Flow wrappers

The Flow object contains a base distribution and a bijection.

class torchflows.flows.BaseFlow(event_shape, base_distribution: Distribution | str = 'standard_normal')

Base normalizing flow class.

fit(x_train: Tensor, n_epochs: int = 500, lr: float = 0.05, batch_size: int | str = 1024, shuffle: bool = True, show_progress: bool = False, w_train: Tensor = None, context_train: Tensor = None, x_val: Tensor = None, w_val: Tensor = None, context_val: Tensor = None, keep_best_weights: bool = True, early_stopping: bool = False, early_stopping_threshold: int = 50, max_batch_size_mb: int = None, time_limit_seconds: float | int = None)

Fit the normalizing flow to a dataset.

Fitting the flow means finding the parameters of the bijection that maximize the probability of training data. Bijection parameters are iteratively updated for a specified number of epochs. If context data is provided, the normalizing flow learns the distribution of data conditional on context data.

Parameters:

• x_train – training data with shape (n_training_data, *event_shape).

• n_epochs – perform fitting for this many steps.

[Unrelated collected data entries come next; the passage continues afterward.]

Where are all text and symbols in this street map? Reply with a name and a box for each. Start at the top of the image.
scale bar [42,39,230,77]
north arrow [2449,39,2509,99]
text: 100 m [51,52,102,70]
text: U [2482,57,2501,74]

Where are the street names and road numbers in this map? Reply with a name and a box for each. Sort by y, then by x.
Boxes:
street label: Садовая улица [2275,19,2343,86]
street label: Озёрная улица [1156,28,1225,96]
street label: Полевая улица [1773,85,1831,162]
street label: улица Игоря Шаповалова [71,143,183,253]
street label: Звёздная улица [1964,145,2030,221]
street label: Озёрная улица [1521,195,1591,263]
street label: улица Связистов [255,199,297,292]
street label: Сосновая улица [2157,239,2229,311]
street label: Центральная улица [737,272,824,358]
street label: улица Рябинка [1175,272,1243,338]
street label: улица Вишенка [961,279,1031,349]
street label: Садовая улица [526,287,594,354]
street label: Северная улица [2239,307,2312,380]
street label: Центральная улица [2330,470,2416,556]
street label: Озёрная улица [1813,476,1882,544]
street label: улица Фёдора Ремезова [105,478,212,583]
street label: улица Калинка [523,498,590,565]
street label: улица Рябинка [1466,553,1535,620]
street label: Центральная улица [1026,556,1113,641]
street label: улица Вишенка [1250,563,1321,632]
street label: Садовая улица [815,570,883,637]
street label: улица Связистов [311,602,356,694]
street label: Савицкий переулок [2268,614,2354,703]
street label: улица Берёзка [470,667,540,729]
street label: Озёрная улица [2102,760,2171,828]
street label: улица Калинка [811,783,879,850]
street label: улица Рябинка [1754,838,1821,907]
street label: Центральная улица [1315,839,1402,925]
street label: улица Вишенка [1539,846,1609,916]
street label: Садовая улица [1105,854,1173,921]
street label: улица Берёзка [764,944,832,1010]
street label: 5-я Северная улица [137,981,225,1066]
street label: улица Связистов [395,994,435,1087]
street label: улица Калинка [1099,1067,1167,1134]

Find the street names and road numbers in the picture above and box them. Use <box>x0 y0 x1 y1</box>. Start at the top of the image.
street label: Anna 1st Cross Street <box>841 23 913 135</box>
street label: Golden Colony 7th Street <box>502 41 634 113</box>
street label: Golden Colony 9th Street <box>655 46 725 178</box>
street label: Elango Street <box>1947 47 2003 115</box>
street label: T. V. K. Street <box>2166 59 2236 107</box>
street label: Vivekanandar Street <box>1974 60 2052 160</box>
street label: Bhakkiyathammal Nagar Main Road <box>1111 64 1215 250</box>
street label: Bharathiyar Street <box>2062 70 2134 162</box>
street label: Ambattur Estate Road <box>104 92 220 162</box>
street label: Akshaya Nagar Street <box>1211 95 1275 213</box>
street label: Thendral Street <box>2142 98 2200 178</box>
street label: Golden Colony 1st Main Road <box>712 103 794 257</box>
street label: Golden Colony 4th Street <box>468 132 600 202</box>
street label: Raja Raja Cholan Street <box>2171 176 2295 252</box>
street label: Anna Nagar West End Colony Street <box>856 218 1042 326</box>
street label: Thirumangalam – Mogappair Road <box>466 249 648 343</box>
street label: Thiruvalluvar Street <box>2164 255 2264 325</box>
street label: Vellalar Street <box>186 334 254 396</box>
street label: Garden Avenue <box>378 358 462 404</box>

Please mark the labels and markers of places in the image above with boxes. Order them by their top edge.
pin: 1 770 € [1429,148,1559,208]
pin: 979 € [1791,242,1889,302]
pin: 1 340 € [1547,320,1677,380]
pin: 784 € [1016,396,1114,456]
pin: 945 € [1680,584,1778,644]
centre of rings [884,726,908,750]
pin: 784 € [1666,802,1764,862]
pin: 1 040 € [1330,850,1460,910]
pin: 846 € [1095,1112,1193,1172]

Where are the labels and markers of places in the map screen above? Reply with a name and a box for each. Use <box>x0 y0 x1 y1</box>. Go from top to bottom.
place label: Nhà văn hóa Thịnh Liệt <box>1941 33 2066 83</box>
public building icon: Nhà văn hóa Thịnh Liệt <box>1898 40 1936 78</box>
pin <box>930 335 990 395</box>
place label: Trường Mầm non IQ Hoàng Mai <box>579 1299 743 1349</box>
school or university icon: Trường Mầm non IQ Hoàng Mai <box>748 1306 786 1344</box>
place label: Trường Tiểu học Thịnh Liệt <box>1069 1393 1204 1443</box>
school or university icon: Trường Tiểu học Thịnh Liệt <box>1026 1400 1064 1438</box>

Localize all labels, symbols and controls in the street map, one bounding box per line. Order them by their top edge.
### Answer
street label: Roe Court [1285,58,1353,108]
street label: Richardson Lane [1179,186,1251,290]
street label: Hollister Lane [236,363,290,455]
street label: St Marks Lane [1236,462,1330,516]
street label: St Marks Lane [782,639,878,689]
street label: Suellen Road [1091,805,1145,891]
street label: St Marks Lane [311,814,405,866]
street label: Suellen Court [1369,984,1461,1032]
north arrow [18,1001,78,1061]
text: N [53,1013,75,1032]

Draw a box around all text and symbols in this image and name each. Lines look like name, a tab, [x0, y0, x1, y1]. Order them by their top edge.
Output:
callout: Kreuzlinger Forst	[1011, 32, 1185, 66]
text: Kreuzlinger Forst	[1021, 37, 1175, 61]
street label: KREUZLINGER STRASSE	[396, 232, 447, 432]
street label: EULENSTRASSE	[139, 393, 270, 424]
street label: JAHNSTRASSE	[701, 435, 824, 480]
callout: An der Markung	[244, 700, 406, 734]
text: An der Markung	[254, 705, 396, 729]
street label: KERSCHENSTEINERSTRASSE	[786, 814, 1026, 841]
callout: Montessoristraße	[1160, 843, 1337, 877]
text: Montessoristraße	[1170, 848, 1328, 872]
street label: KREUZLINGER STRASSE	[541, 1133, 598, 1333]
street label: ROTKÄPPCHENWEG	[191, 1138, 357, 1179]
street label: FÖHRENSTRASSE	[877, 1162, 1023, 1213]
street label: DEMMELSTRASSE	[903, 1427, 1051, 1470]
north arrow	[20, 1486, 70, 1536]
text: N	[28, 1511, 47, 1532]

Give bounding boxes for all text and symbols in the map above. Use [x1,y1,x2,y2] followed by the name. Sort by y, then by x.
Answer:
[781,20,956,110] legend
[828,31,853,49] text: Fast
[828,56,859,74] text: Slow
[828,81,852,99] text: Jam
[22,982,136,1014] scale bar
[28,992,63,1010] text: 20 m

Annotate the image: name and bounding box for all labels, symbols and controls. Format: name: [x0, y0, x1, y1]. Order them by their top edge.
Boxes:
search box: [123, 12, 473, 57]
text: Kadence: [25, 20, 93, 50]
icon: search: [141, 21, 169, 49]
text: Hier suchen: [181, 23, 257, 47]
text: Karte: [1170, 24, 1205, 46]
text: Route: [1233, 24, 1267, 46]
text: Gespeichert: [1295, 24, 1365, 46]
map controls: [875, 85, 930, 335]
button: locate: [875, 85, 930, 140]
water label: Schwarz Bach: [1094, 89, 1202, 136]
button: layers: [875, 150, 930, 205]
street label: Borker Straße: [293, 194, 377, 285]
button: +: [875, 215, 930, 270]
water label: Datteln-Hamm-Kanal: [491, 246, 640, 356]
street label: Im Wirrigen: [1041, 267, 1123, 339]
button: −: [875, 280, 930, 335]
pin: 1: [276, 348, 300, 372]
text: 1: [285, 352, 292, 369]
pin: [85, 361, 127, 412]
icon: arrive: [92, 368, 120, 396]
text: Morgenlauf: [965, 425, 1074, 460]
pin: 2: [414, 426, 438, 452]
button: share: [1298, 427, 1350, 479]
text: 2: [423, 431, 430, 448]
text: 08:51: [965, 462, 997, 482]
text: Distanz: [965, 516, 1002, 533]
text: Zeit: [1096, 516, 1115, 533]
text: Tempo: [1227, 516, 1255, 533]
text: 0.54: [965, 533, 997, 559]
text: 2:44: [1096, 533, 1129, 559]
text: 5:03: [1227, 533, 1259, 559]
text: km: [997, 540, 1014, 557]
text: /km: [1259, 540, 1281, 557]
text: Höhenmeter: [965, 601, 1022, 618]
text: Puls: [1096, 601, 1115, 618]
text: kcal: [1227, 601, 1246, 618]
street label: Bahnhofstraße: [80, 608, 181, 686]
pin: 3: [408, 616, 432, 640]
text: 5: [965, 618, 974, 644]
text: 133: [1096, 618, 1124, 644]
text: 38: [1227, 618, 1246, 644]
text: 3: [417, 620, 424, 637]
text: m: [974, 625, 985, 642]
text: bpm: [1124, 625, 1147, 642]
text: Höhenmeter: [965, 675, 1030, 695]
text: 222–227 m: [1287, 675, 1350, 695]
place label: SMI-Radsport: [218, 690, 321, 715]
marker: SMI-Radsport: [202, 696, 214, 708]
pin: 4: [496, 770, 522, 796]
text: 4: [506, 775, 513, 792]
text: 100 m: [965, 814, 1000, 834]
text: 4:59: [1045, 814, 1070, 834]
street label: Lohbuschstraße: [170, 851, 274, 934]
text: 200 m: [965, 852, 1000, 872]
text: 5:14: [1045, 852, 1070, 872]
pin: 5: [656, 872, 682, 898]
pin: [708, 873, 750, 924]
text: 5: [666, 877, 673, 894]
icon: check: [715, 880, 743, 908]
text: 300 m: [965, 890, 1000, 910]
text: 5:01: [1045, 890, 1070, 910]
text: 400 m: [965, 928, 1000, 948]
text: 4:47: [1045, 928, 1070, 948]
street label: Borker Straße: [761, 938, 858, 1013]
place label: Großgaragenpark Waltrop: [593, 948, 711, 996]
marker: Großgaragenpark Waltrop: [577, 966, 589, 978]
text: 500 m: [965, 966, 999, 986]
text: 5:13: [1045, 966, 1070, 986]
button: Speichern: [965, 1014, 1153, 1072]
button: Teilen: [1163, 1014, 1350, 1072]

• lr – learning rate. In general, lower learning rates are recommended for high-parametric bijections.

• batch_size – in each epoch, split training data into batches of this size and perform a parameter update for each batch.

• shuffle – shuffle training data. This helps avoid incorrect fitting if nearby training samples are similar.

• show_progress – show a progress bar with the current batch loss.

• w_train – training data weights with shape (n_training_data,).

• context_train – training data context tensor with shape (n_training_data, *context_shape).

• x_val – validation data with shape (n_validation_data, *event_shape).

• w_val – validation data weights with shape (n_validation_data,).

• context_val – validation data context tensor with shape (n_validation_data, *context_shape).

• keep_best_weights – if True and validation data is provided, keep the bijection weights with the highest probability of validation data.

• early_stopping – if True and validation data is provided, stop the training procedure early once validation loss stops improving for a specified number of consecutive epochs.

• early_stopping_threshold – if early_stopping is True, fitting stops after no improvement in validation loss for this many epochs.

• max_batch_size_mb (int) – maximum batch size in megabytes.

• time_limit_seconds (Union[float, int]) – maximum allowed time for training.

regularization()

Compute the regularization term used in training.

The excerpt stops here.